[[ Data for the task open ]]

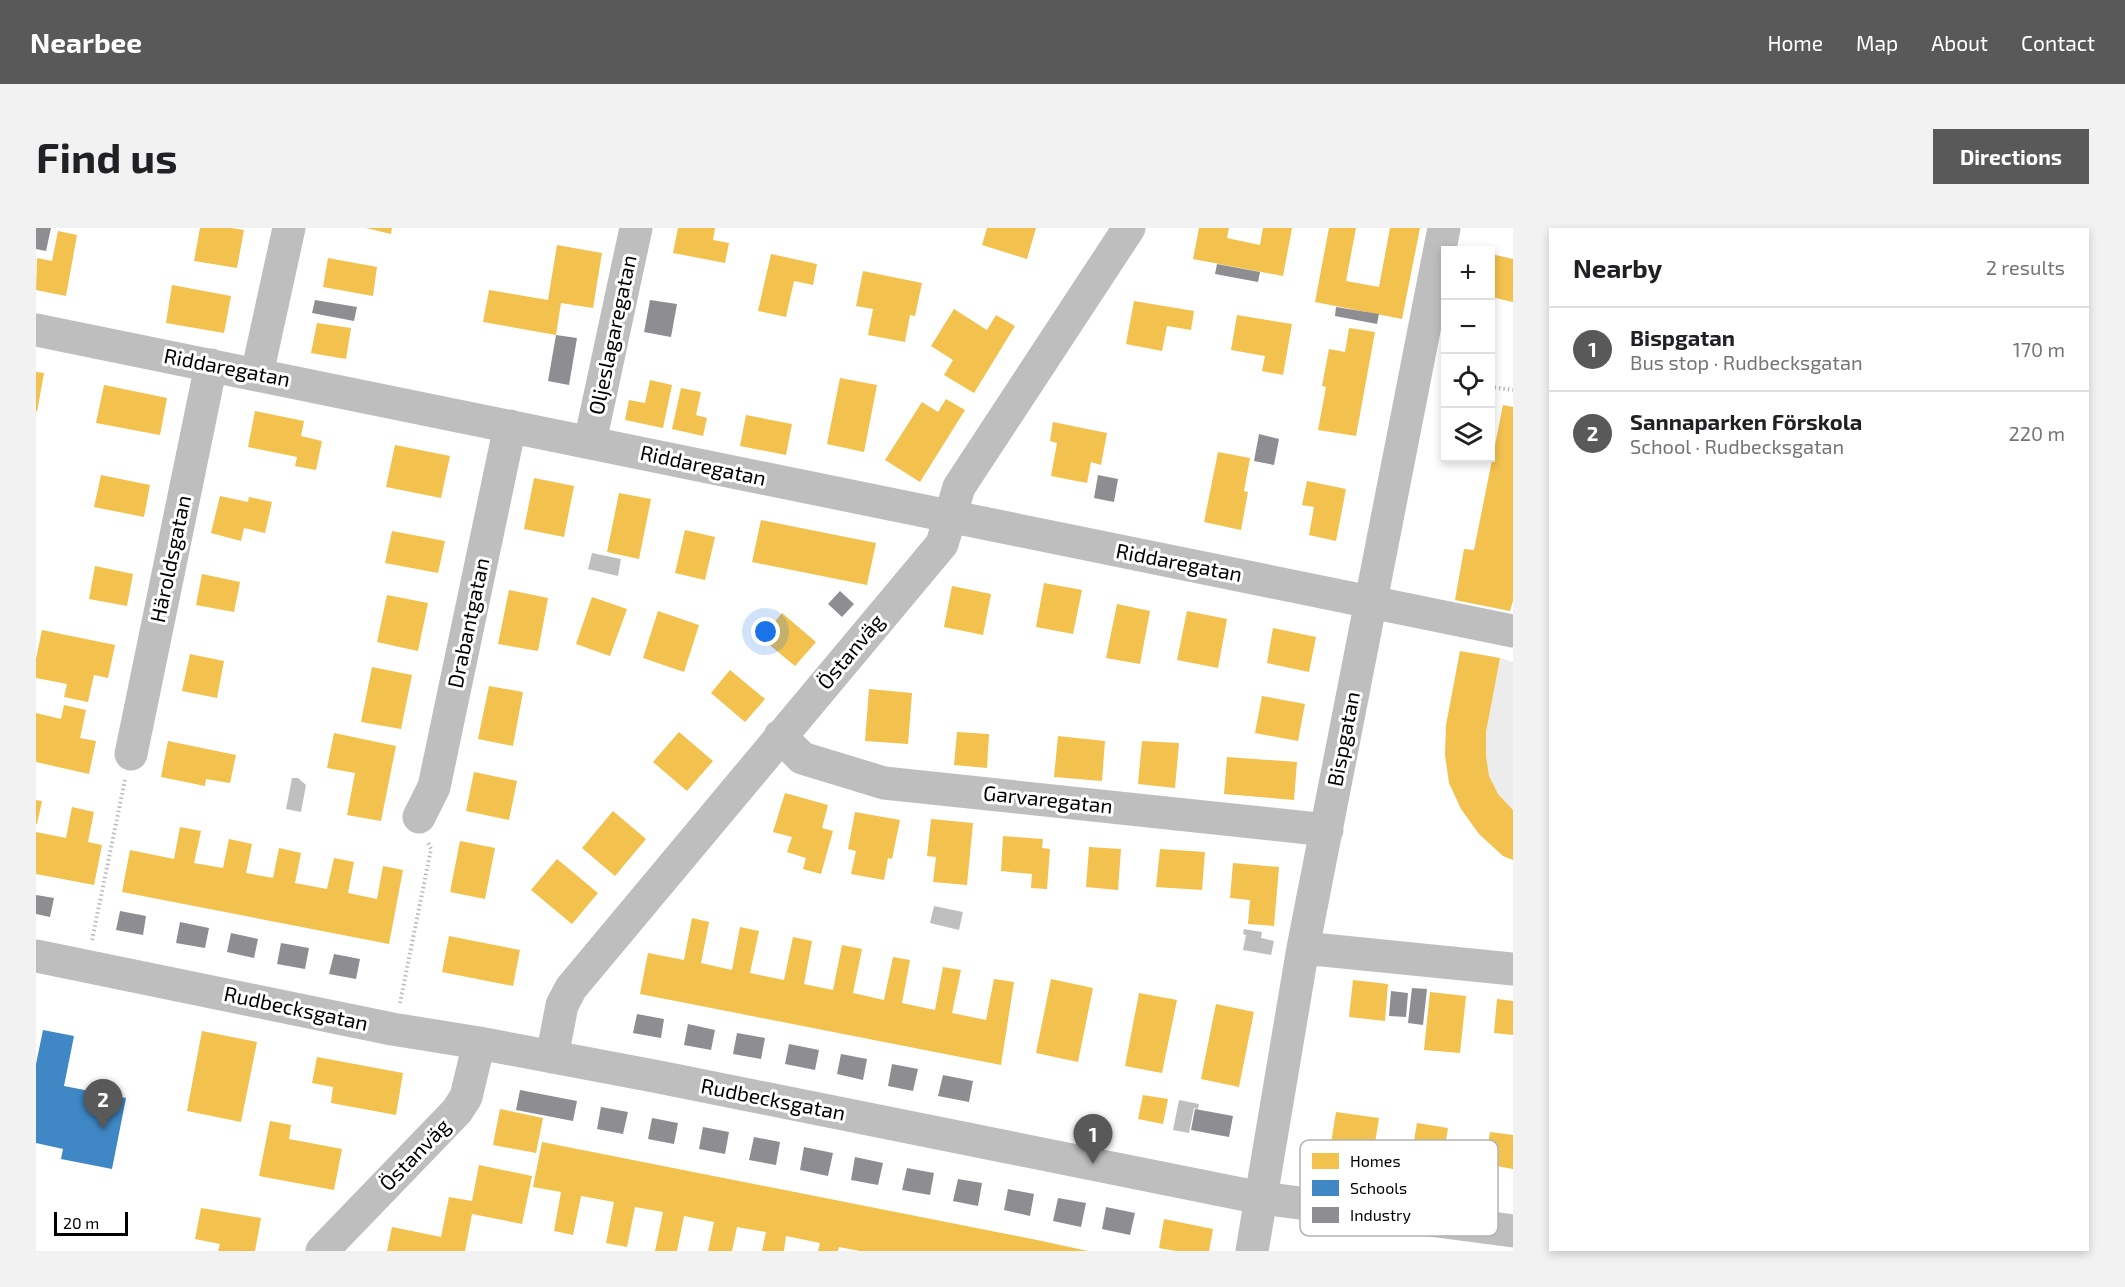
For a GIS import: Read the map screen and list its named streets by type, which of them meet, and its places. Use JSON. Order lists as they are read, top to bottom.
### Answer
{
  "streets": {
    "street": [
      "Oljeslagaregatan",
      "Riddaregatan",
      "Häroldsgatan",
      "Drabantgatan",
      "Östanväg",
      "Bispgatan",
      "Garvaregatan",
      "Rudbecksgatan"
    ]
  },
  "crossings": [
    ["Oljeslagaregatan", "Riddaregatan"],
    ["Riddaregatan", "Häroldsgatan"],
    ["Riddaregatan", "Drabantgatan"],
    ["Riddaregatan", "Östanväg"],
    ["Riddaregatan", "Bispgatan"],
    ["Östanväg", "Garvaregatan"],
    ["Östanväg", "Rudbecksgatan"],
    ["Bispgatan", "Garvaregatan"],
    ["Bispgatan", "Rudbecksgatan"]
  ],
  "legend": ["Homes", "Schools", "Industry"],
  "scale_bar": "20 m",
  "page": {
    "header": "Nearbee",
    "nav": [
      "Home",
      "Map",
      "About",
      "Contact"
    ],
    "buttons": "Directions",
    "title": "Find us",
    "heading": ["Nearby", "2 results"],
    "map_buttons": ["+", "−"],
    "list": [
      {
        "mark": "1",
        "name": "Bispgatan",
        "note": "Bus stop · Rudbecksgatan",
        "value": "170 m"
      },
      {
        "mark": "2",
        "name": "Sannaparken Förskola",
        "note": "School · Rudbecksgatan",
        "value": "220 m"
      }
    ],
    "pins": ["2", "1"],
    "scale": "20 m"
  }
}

[[ Data for the task closed ]]
[[ Data for the task open ]]

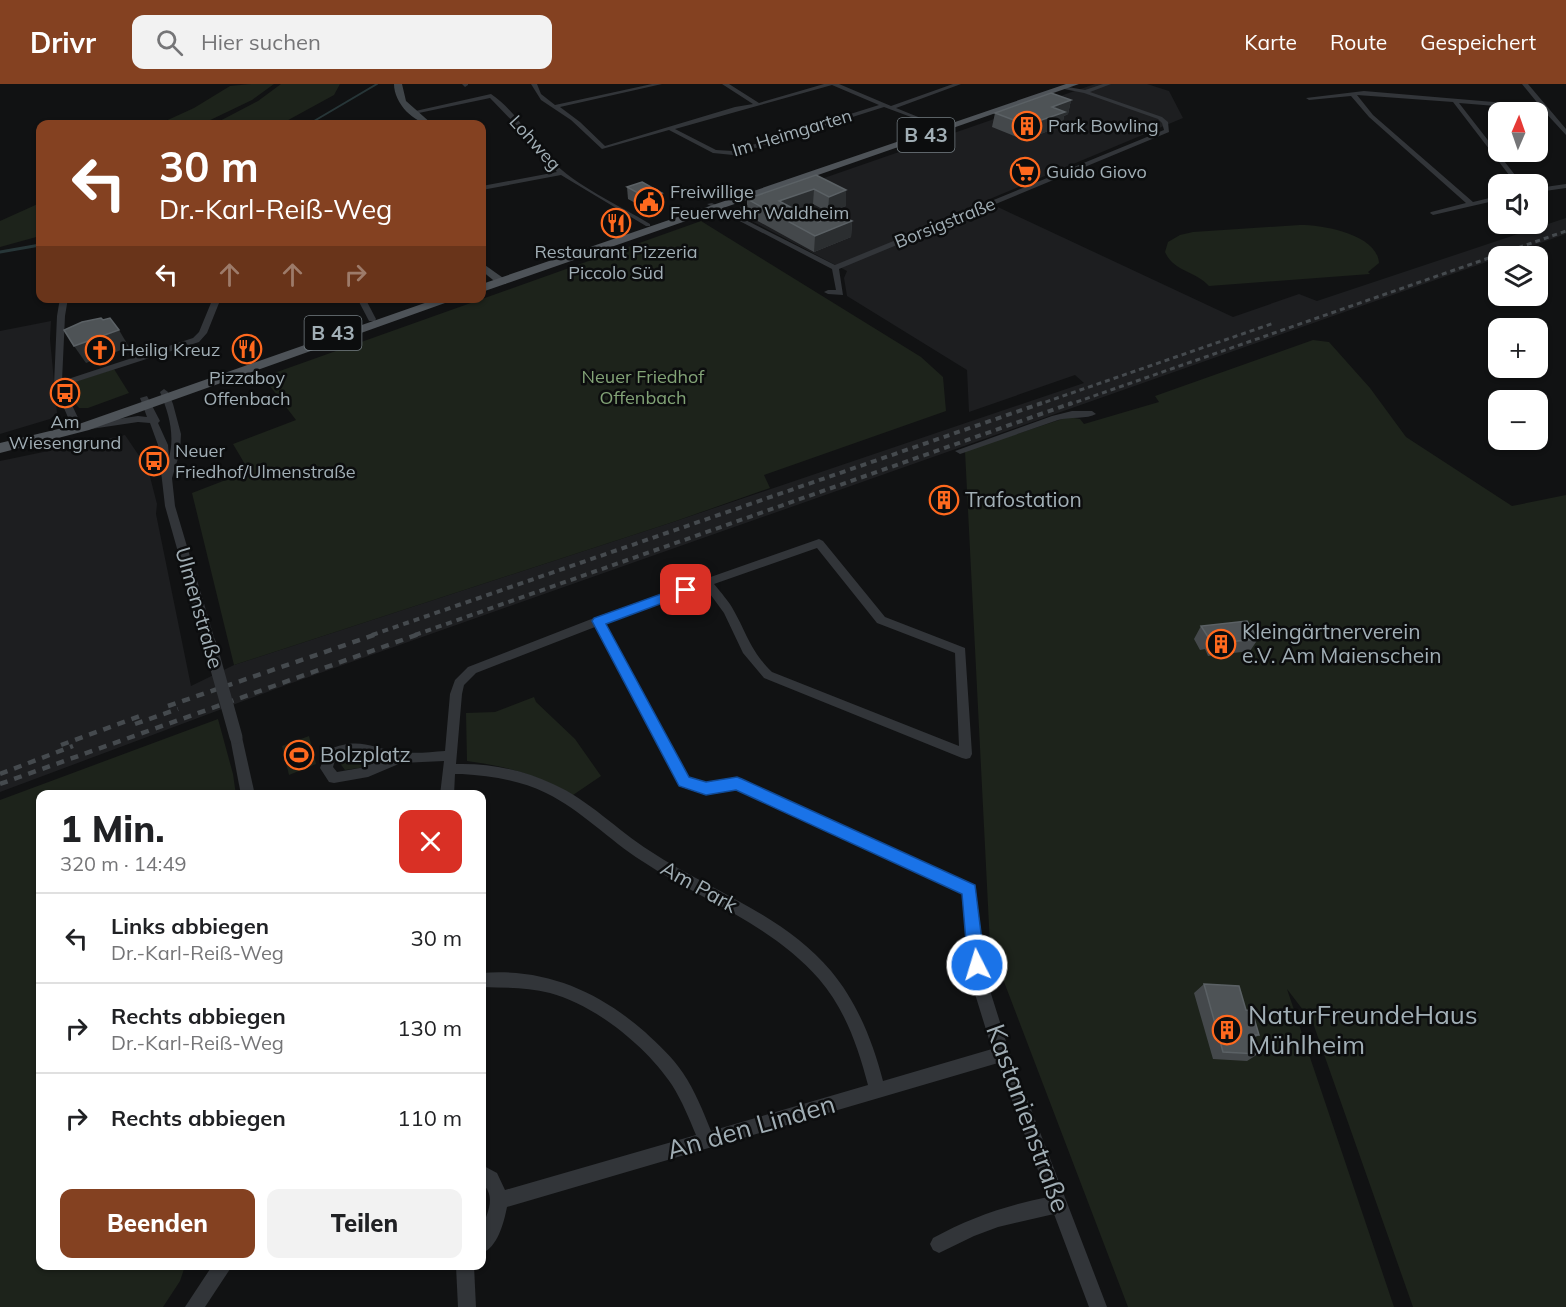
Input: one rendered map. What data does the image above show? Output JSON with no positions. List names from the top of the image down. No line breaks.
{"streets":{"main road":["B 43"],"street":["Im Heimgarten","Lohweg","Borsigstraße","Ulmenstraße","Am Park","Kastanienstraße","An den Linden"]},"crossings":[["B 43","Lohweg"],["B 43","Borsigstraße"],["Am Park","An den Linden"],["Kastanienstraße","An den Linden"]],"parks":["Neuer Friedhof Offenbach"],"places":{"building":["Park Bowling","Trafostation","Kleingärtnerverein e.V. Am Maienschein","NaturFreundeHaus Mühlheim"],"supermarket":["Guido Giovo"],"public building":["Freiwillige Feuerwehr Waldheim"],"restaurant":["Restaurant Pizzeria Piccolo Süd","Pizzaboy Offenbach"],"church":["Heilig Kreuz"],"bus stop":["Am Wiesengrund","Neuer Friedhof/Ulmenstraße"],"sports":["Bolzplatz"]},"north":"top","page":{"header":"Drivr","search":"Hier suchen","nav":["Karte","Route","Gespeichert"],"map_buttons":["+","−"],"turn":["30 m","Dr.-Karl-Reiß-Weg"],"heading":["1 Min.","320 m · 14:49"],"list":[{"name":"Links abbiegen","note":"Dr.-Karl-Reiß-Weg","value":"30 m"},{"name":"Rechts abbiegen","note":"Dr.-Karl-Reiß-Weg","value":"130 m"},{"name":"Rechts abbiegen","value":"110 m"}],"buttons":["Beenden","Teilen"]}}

[[ Data for the task closed ]]

For each line above that includes "Garvaregatan", make a copy.

* _Result below_:
      "Garvaregatan",
    ["Östanväg", "Garvaregatan"],
    ["Bispgatan", "Garvaregatan"],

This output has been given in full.